Modo Avión
La primera vez que lloré en un avión fue la primera vez que crucé el océano Atlántico. Eso ocurrió exactamente en el año 2009 cuando embarqué rumbo a Manchester, Inglaterra, a perfeccionar el inglés durante unas semanas. Subirme a un avión no era algo totalmente nuevo para mi. Sin embargo, la sensación de cruzar el océano por mi cuenta pudo más que el sueño que quería inducir la hora que marcaba el reloj y terminé en un espacio desconocido que luego descubrí que solamente abre sus puertas a más de 10.000 pies.
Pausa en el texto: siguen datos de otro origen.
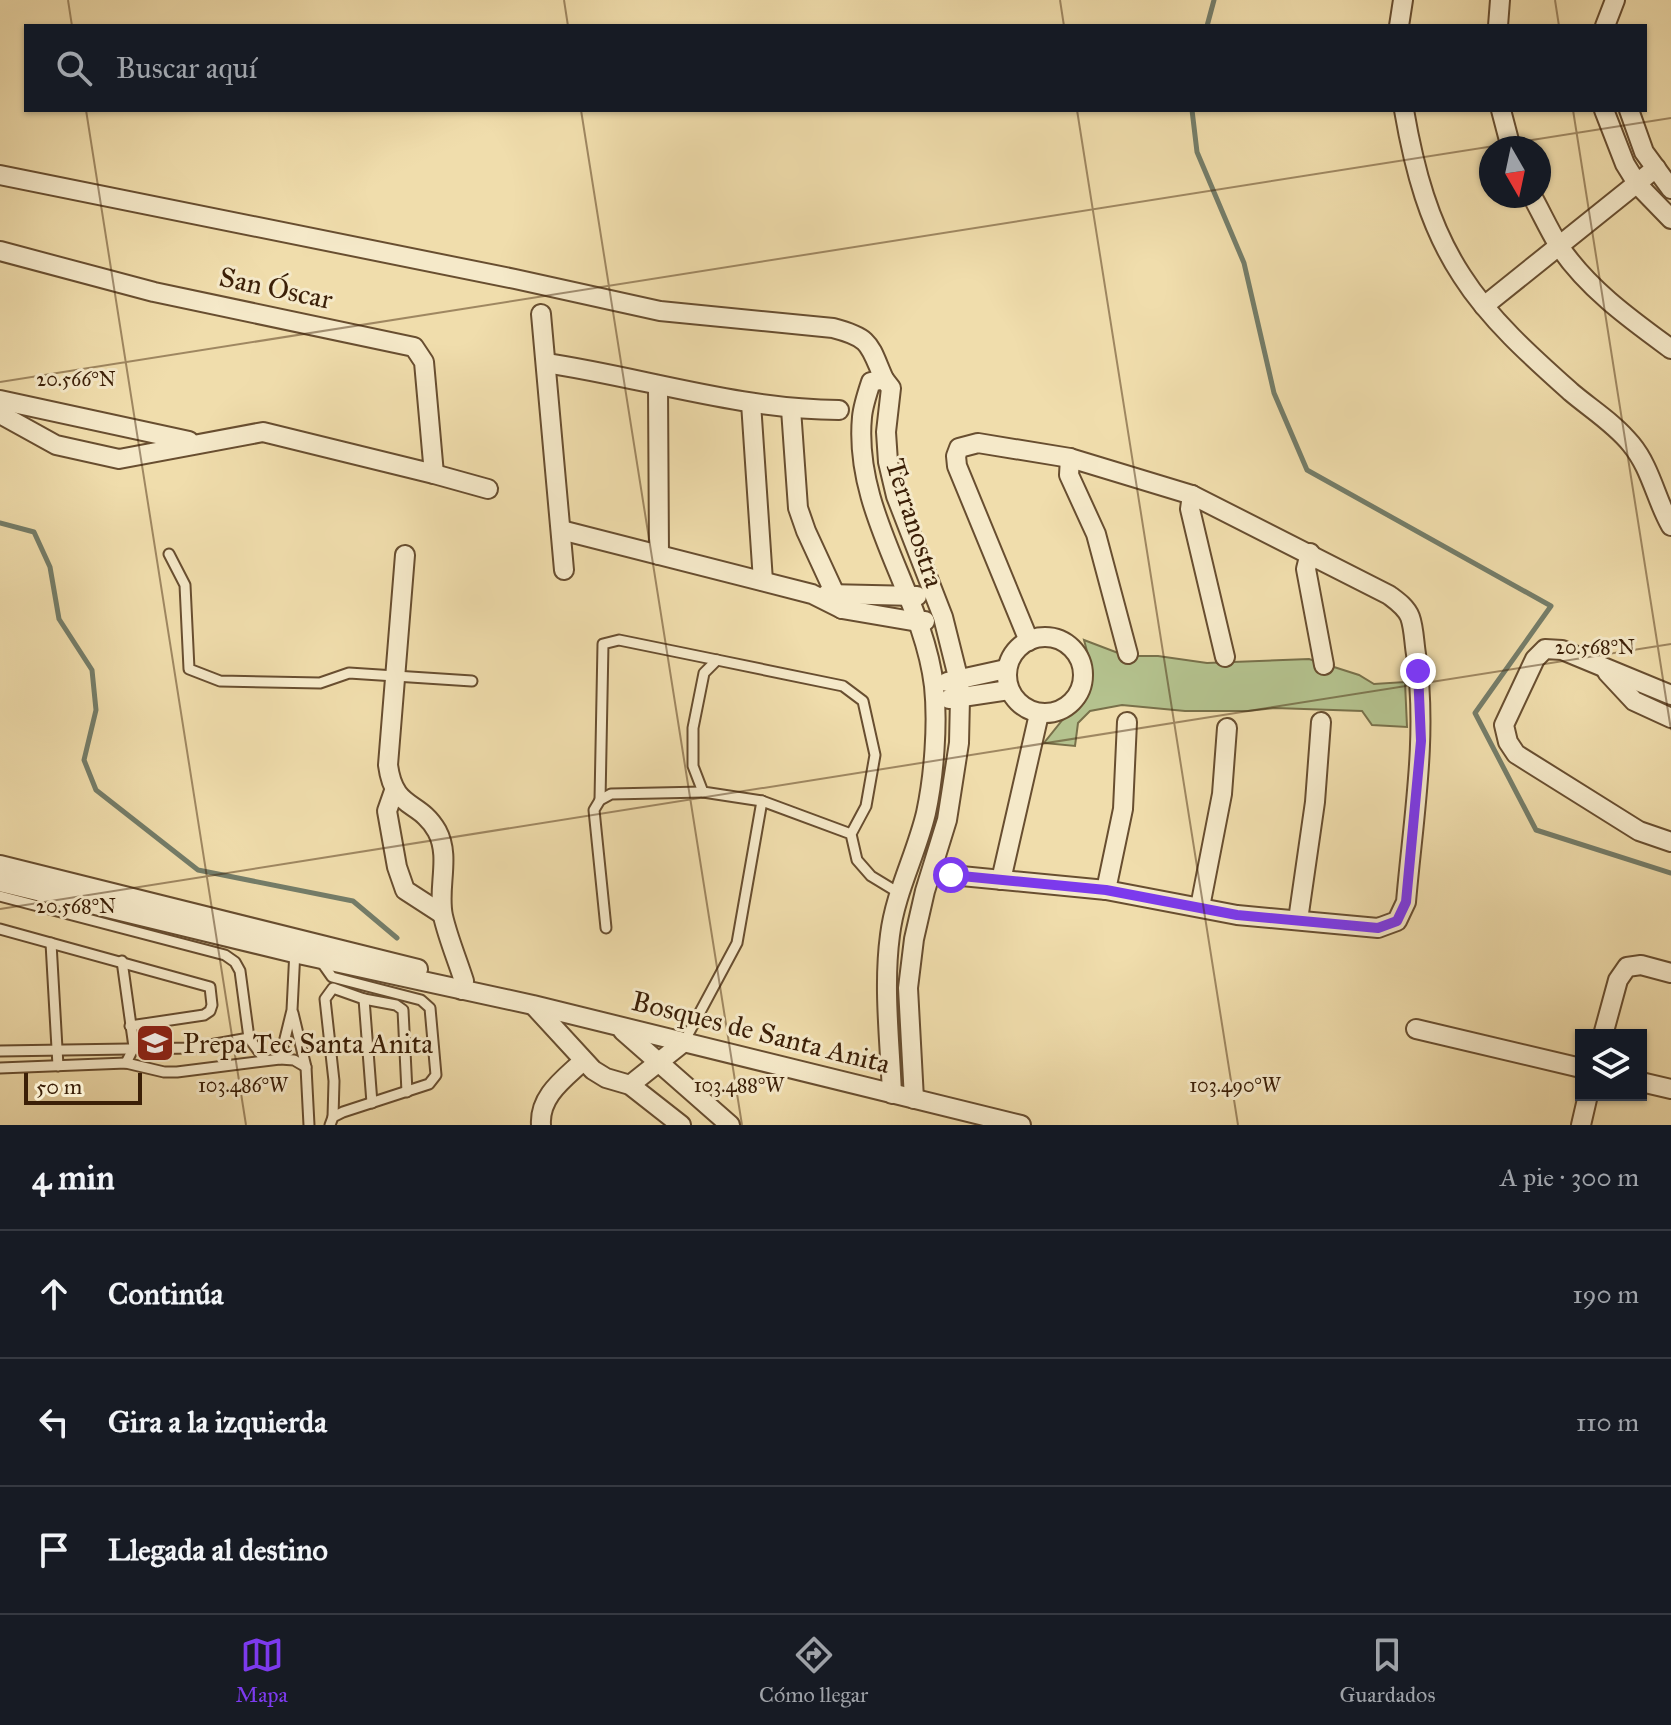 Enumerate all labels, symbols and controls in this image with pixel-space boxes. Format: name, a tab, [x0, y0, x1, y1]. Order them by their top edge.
search box	[24, 24, 1647, 112]
icon: search	[52, 46, 96, 90]
text: Buscar aquí	[116, 50, 257, 86]
north arrow	[1479, 136, 1551, 208]
street label: San Óscar	[216, 259, 336, 317]
text: 20.566°N	[36, 367, 116, 391]
street label: Terranostra	[878, 454, 952, 592]
text: 20.568°N	[1555, 635, 1635, 659]
route end	[1400, 653, 1436, 689]
route start	[933, 857, 969, 893]
text: 20.568°N	[36, 894, 116, 918]
street label: Bosques de Santa Anita	[628, 983, 894, 1081]
school or university icon: Prepa Tec Santa Anita	[134, 1022, 176, 1064]
place label: Prepa Tec Santa Anita	[183, 1026, 433, 1061]
map controls	[1575, 1029, 1647, 1101]
button: layers	[1575, 1029, 1647, 1101]
scale bar	[24, 1069, 142, 1105]
text: 50 m	[36, 1073, 82, 1100]
text: 103.486°W	[198, 1073, 289, 1097]
text: 103.488°W	[694, 1073, 785, 1097]
text: 103.490°W	[1189, 1073, 1282, 1097]
text: 4 min	[32, 1157, 115, 1198]
text: A pie · 300 m	[1500, 1161, 1639, 1193]
icon: ahead	[32, 1272, 76, 1316]
text: Continúa	[108, 1276, 224, 1312]
text: 190 m	[1572, 1278, 1639, 1310]
icon: left	[32, 1400, 76, 1444]
text: Gira a la izquierda	[108, 1404, 327, 1440]
text: 110 m	[1576, 1406, 1639, 1438]
icon: arrive	[32, 1528, 76, 1572]
text: Llegada al destino	[108, 1532, 328, 1568]
tab: Mapa	[236, 1633, 288, 1708]
tab: Cómo llegar	[759, 1633, 868, 1708]
tab: Guardados	[1340, 1633, 1435, 1708]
A veces pienso que por eso adquirí la costumbre de sentarme en la ventana, así tengo la libertad de mirar hacia afuera siempre que sea necesario y que no me vean las lágrimas correr por las mejillas. Por el tamaño de esas lágrimas a veces también pienso que les tendría que llamar gotas. Estas pesan.
No es que ocurra siempre, pero sí soy consciente de que, al subirme, existe una gran posibilidad que mis entrañas decidan cruzar el umbral hacia ese lugar que solamente se me permite la entrada cuando estoy en el aire. ¿Por qué? No lo sé. ¿Lo disfruto? No, no necesariamente, pero a la vez no me lastima. Ahora que lo pienso, no estoy segura de que esa respuesta me convenga.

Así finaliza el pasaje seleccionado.